• _Your goal_
Return the full set of entries below exactly, leaving every image out.

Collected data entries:

==================================================

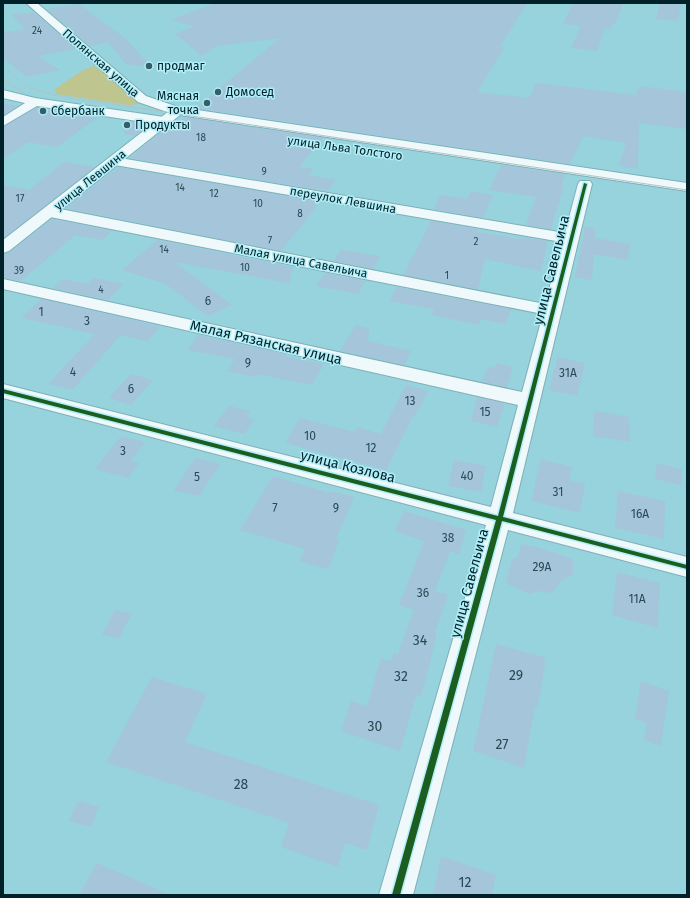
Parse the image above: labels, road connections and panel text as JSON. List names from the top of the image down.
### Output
{
  "streets": {
    "street": [
      "Полянская улица",
      "улица Льва Толстого",
      "улица Левшина",
      "переулок Левшина",
      "Малая улица Савельича",
      "улица Савельича",
      "Малая Рязанская улица",
      "улица Козлова"
    ]
  },
  "crossings": [
    ["Полянская улица", "улица Льва Толстого"],
    ["Полянская улица", "улица Левшина"],
    ["улица Льва Толстого", "улица Левшина"],
    ["улица Льва Толстого", "улица Савельича"],
    ["улица Левшина", "переулок Левшина"],
    ["улица Левшина", "Малая улица Савельича"],
    ["переулок Левшина", "улица Савельича"],
    ["Малая улица Савельича", "улица Савельича"],
    ["улица Савельича", "Малая Рязанская улица"],
    ["улица Савельича", "улица Козлова"]
  ],
  "places": [
    "продмаг",
    "Домосед",
    "Мясная точка",
    "Сбербанк",
    "Продукты"
  ],
  "house_numbers": [
    "24",
    "18",
    "9",
    "14",
    "12",
    "17",
    "10",
    "8",
    "7",
    "2",
    "14",
    "10",
    "39",
    "1",
    "4",
    "6",
    "1",
    "3",
    "9",
    "4",
    "31А",
    "6",
    "13",
    "15",
    "10",
    "12",
    "3",
    "40",
    "5",
    "31",
    "7",
    "9",
    "16А",
    "38",
    "29А",
    "36",
    "11А",
    "34",
    "29",
    "32",
    "30",
    "27",
    "28",
    "12"
  ]
}
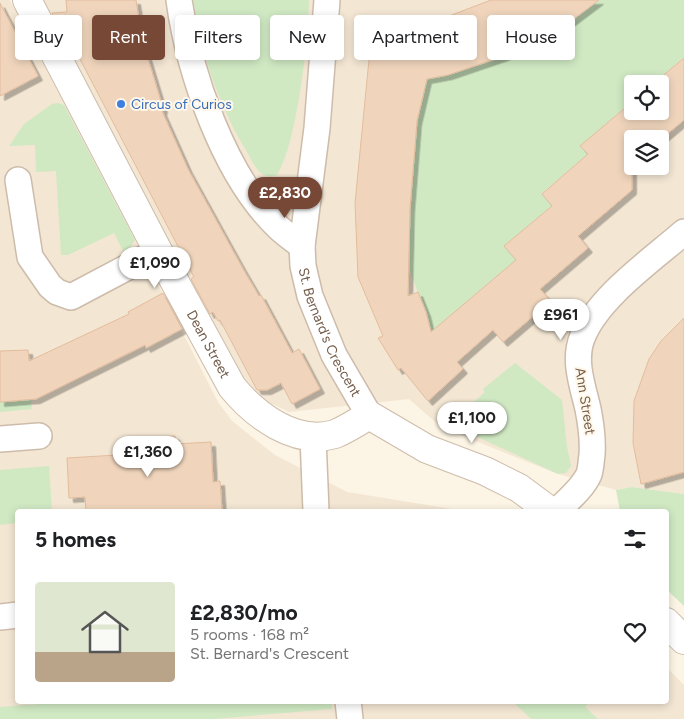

==================================================

• _Exercise result_
Parse the image above: labels, road connections and panel text as JSON. List names from the top of the image down.
### Output
{
  "streets": {
    "street": [
      "Полянская улица",
      "улица Льва Толстого",
      "улица Левшина",
      "переулок Левшина",
      "Малая улица Савельича",
      "улица Савельича",
      "Малая Рязанская улица",
      "улица Козлова"
    ]
  },
  "crossings": [
    ["Полянская улица", "улица Льва Толстого"],
    ["Полянская улица", "улица Левшина"],
    ["улица Льва Толстого", "улица Левшина"],
    ["улица Льва Толстого", "улица Савельича"],
    ["улица Левшина", "переулок Левшина"],
    ["улица Левшина", "Малая улица Савельича"],
    ["переулок Левшина", "улица Савельича"],
    ["Малая улица Савельича", "улица Савельича"],
    ["улица Савельича", "Малая Рязанская улица"],
    ["улица Савельича", "улица Козлова"]
  ],
  "places": [
    "продмаг",
    "Домосед",
    "Мясная точка",
    "Сбербанк",
    "Продукты"
  ],
  "house_numbers": [
    "24",
    "18",
    "9",
    "14",
    "12",
    "17",
    "10",
    "8",
    "7",
    "2",
    "14",
    "10",
    "39",
    "1",
    "4",
    "6",
    "1",
    "3",
    "9",
    "4",
    "31А",
    "6",
    "13",
    "15",
    "10",
    "12",
    "3",
    "40",
    "5",
    "31",
    "7",
    "9",
    "16А",
    "38",
    "29А",
    "36",
    "11А",
    "34",
    "29",
    "32",
    "30",
    "27",
    "28",
    "12"
  ]
}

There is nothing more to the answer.